- _WORK TO BE COMPLETED_
This exercise calls for every record to be returned exactly, with pictures removed.

#### MATERIAL SHOWN ####

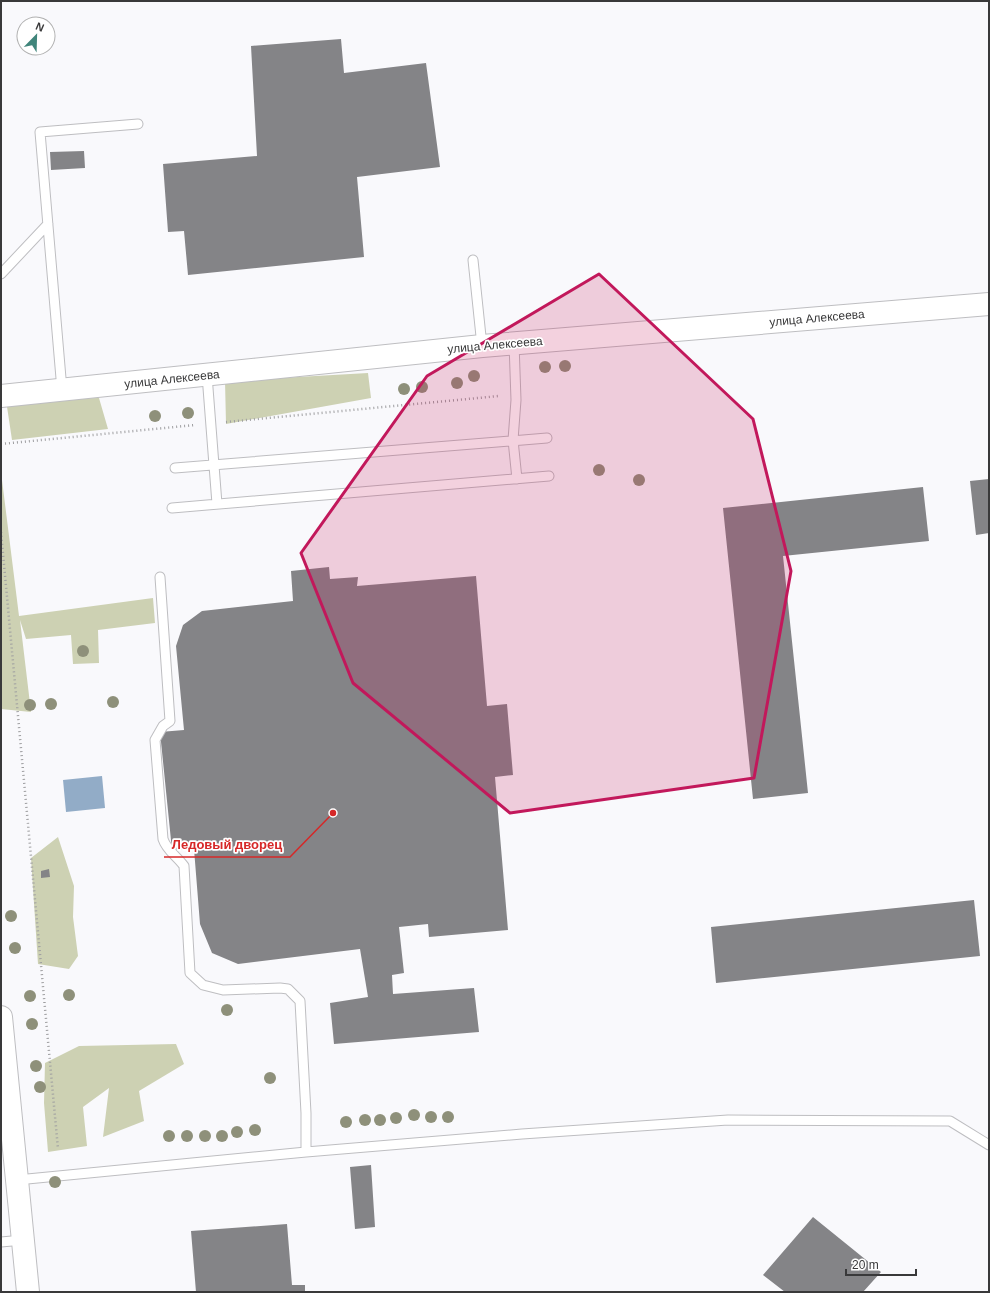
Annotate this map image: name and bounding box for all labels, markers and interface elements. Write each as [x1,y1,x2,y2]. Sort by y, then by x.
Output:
north arrow [16,16,56,56]
text: N [34,20,46,34]
street label: улица Алексеева [769,307,866,329]
street label: улица Алексеева [447,334,544,356]
street label: улица Алексеева [124,367,221,391]
callout: Ледовый дворец [164,832,290,857]
text: Ледовый дворец [172,837,282,852]
scale bar [846,1251,916,1277]
text: 20 m [852,1258,879,1272]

####

- _EXPECTED OUTPUT_
Annotate this map image: name and bounding box for all labels, markers and interface elements. Write each as [x1,y1,x2,y2]. Sort by y, then by x.
Output:
north arrow [16,16,56,56]
text: N [34,20,46,34]
street label: улица Алексеева [769,307,866,329]
street label: улица Алексеева [447,334,544,356]
street label: улица Алексеева [124,367,221,391]
callout: Ледовый дворец [164,832,290,857]
text: Ледовый дворец [172,837,282,852]
scale bar [846,1251,916,1277]
text: 20 m [852,1258,879,1272]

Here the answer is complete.